In 2012, the U.S. Fish and Wildlife Service was tasked with building a critical habitat for the nine Bexar County invertebrates, including the Helotes mold beetle. They held a public hearing in 2011 to discuss the proposed critical habitat and took public word into consideration. This enabled the government to purchase more of the privately owned critical habitat for conservation.

=== Major threats ===
There are several major threats to the Helotes mold beetle. Changes to a cave's surface or underground drainage basin can hurt a beetle habitat. This generally occurs from development activities that might affect the quality of hydrologic inputs into the karst ecosystem. The Helotes mold beetles are reliant on buffers in the form of plant communities. Without these native plant communities present, it becomes more difficult to maintain microclimatic conditions. Urbanization also poses a threat to the Helotes mold beetle because it alters cave entrances, infiltrates cave water, decreases connectivity among populations, and degrades surface habitats. All of these effects ultimately reduce Helotes mold beetle population status and the species' long-term persistence.

=== History of ESA and IUCN listings ===
The Helotes mold beetles were listed (as of 12/26/2000) as endangered wherever found in the ESA. They were first collected in 1984 and later rediscovered by Chandler. It was Chandler's descriptions that prompted a petition by the U.S. Fish and Wildlife Services to list the Helotes mold beetles. At the time of its original listing, the Batrisodes venyivi was only known in six caves.

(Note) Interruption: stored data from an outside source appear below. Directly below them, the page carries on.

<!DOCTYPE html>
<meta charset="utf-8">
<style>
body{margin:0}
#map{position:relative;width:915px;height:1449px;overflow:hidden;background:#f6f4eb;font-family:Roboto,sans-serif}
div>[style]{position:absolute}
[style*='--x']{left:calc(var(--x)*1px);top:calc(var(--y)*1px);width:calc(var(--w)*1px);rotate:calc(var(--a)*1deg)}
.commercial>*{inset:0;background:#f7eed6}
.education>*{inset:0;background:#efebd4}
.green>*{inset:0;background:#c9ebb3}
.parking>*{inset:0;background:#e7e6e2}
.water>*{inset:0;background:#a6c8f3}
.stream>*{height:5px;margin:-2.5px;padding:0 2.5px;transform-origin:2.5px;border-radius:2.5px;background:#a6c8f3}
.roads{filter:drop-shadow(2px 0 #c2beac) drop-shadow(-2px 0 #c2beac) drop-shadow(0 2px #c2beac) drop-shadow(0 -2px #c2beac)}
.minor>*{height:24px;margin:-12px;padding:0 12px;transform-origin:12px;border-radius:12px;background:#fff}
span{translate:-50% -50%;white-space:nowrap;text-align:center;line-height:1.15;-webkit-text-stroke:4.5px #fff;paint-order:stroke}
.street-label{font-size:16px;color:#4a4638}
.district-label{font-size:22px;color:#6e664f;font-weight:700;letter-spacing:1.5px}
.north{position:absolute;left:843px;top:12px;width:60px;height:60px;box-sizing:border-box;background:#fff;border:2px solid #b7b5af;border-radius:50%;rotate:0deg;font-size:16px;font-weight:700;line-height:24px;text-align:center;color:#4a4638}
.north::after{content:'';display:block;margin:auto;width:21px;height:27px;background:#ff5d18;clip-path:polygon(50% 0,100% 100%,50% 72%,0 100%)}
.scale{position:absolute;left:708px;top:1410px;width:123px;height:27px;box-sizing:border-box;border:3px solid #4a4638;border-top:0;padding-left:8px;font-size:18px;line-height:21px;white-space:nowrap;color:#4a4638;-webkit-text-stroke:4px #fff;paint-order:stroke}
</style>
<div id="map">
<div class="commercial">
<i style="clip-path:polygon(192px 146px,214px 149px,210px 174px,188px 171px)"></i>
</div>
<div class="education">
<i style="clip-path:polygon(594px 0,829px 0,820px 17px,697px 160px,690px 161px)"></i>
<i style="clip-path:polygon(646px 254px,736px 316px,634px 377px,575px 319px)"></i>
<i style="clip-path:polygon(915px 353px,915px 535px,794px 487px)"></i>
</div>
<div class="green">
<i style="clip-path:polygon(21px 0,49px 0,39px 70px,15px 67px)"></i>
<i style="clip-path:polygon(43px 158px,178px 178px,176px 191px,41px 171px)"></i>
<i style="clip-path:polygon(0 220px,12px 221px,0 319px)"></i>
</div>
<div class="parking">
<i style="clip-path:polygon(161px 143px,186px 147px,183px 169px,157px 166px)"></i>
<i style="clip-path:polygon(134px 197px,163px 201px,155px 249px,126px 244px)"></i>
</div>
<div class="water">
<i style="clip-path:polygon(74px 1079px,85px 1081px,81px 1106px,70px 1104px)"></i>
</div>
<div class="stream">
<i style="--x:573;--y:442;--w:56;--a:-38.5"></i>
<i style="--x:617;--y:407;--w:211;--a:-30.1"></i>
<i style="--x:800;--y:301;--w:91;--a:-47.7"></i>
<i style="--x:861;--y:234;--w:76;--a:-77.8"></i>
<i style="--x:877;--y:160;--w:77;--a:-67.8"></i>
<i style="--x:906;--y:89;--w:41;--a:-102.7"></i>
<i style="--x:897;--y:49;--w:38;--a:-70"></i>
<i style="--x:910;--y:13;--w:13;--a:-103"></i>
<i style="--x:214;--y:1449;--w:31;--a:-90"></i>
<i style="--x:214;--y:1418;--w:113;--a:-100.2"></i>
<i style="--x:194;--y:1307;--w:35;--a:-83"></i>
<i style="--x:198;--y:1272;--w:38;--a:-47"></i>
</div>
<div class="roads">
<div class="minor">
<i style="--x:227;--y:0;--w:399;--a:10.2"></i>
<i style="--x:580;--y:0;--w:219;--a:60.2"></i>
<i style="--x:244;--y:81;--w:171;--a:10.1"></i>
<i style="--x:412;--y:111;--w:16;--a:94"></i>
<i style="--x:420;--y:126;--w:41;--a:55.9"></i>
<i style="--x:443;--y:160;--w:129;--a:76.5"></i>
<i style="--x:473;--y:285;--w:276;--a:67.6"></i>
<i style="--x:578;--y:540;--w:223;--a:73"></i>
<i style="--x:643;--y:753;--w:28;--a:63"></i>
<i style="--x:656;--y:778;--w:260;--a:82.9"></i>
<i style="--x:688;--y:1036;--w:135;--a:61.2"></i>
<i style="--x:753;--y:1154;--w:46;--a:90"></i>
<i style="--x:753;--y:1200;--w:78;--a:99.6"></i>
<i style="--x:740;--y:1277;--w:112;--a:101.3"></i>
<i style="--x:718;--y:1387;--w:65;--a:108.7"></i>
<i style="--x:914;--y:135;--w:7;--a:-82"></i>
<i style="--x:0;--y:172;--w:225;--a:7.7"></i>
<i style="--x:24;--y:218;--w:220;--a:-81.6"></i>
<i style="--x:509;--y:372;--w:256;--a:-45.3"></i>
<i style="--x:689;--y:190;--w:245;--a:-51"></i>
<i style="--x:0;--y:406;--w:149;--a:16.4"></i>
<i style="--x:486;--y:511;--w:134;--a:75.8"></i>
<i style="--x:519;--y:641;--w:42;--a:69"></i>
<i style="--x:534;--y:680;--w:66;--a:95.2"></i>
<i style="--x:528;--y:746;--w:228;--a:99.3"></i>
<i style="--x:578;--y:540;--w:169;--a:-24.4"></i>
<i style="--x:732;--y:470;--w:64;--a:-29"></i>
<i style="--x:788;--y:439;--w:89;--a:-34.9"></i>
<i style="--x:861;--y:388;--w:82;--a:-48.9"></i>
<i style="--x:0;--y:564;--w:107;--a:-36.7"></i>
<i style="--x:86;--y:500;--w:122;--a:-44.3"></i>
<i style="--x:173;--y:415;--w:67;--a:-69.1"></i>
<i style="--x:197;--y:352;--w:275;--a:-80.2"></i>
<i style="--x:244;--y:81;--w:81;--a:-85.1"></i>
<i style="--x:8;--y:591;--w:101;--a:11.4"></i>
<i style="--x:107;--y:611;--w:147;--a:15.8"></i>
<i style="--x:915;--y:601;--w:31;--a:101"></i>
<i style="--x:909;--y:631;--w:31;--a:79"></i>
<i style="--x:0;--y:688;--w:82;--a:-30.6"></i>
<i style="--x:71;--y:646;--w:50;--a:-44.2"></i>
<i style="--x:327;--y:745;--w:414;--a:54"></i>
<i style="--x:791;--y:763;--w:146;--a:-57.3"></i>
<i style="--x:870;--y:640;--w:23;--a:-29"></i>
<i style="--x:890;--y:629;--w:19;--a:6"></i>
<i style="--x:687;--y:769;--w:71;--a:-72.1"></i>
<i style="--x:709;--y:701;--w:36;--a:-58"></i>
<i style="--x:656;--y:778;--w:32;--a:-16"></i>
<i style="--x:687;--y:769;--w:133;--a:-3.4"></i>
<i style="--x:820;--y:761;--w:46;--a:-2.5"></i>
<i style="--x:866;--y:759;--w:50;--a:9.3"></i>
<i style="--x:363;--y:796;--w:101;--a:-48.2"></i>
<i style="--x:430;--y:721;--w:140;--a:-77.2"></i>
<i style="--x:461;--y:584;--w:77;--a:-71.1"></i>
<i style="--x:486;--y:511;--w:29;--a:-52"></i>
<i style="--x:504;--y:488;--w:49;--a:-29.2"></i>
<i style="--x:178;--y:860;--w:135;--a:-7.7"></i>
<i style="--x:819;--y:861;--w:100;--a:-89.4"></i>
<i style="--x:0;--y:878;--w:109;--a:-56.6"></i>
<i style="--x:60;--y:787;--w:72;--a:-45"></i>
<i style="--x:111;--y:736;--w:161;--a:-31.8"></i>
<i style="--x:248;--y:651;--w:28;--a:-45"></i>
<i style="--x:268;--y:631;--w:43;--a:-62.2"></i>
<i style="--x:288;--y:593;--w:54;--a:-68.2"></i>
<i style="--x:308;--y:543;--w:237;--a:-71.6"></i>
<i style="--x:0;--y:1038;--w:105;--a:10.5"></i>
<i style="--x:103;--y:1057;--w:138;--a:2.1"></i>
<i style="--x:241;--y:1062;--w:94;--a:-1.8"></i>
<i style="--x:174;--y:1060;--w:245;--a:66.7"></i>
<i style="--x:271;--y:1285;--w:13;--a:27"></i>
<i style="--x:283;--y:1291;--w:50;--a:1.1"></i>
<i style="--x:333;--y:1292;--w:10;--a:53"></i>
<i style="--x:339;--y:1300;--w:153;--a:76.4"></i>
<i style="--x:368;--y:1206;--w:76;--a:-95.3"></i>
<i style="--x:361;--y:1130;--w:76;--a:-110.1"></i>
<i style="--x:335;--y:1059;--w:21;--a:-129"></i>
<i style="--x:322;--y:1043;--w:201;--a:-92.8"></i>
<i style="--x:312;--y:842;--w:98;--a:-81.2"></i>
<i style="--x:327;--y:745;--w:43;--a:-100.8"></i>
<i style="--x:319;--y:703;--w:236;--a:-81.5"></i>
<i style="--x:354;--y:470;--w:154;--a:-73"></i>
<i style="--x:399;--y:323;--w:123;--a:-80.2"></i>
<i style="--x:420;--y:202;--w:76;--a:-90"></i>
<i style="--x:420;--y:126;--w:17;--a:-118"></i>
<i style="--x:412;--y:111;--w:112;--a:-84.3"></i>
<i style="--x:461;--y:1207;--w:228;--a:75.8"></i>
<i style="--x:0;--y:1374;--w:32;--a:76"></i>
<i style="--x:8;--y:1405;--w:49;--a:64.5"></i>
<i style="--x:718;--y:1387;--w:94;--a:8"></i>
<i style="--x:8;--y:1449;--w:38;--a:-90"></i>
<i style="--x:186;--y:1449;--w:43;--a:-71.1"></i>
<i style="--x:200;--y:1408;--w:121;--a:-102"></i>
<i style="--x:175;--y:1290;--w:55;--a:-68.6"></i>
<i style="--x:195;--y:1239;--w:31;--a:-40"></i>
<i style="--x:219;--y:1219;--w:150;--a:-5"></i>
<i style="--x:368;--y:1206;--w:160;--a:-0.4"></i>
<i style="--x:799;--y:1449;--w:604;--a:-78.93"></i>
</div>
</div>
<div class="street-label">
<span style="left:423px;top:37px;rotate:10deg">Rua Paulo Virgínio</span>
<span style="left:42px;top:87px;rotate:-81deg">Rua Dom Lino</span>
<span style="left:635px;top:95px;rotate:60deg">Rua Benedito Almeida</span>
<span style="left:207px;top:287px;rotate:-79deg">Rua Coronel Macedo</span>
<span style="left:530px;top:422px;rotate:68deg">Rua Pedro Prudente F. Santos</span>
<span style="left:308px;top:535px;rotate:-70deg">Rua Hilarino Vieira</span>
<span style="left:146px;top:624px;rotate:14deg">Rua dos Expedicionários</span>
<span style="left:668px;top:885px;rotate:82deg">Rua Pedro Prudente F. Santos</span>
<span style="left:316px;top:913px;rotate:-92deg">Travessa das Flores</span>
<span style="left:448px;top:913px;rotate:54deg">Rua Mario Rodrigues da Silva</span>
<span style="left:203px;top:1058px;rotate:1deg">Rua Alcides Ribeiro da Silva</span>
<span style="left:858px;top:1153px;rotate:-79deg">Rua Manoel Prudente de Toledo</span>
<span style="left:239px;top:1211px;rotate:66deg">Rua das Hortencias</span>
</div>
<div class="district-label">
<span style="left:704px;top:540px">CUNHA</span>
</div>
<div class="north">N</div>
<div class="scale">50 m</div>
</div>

The species later appeared on the federal register in 1994. In a recovery plan from 2011, it was detailed that these beetles inhabit eight caves around Bexar, Texas, yet they remain endangered. On 8/27/2002, there was a proposal for the designation of critical habitat for the species. Additionally, a final recovery outline plan was developed and published on 9/12/2011.

The IUCN does not currently have a listing for this species.

=== Current conservation efforts ===
A critical habitat designation for the Helotes mold beetle was proposed to preserve habitat areas and support populations that represent the genetic diversity of the species.

In 2011, the Bexar County Karst Invertebrates Recovery Plan was published. In this plan, the Helotes mold beetle is listed as a priority 2C, with 1 being the highest priority and 18 being the lowest priority, due to a moderate degree of threat and low recovery potential. The recovery strategy states that karst fauna areas should adhere to the following objectives:

- Establish sufficient quantity of moisture to karst ecosystems
- Maintain stable in-cave temperatures
- Limit red-imported fire ant predation/competition
- Provide adequate nutrient input to karst ecosystems
- Protect caves as they serve as migration routes for karst invertebrates
- Ensure that preserves are large enough to withstand random or catastrophic events
- Minimize the amount of active management needed for each preserve
- Maintain adequate populations of native plant and animal communities

The long-term targets of this recovery plan include maintaining high numbers of Helotes mold beetles through trend monitoring of cave species, research on the species' genetic diversity, and educating the public about karst biology. The short-term efforts of this plan include designing preserves that meet the species needs to breed and protect the surface drainage basins and ensuring that karst fauna areas are far enough apart so that catastrophic events do not overtake all of them at once. Additionally, this plan involves monitoring population statuses to document loss/growth and applying adaptive management strategies to limit human intervention in Helotes mold beetles' habitats. Both short-term and long-term strategies are implemented to create high quality karst fauna areas and increase probability of species survival, so the Batrisodes venyivi can be delisted in the future.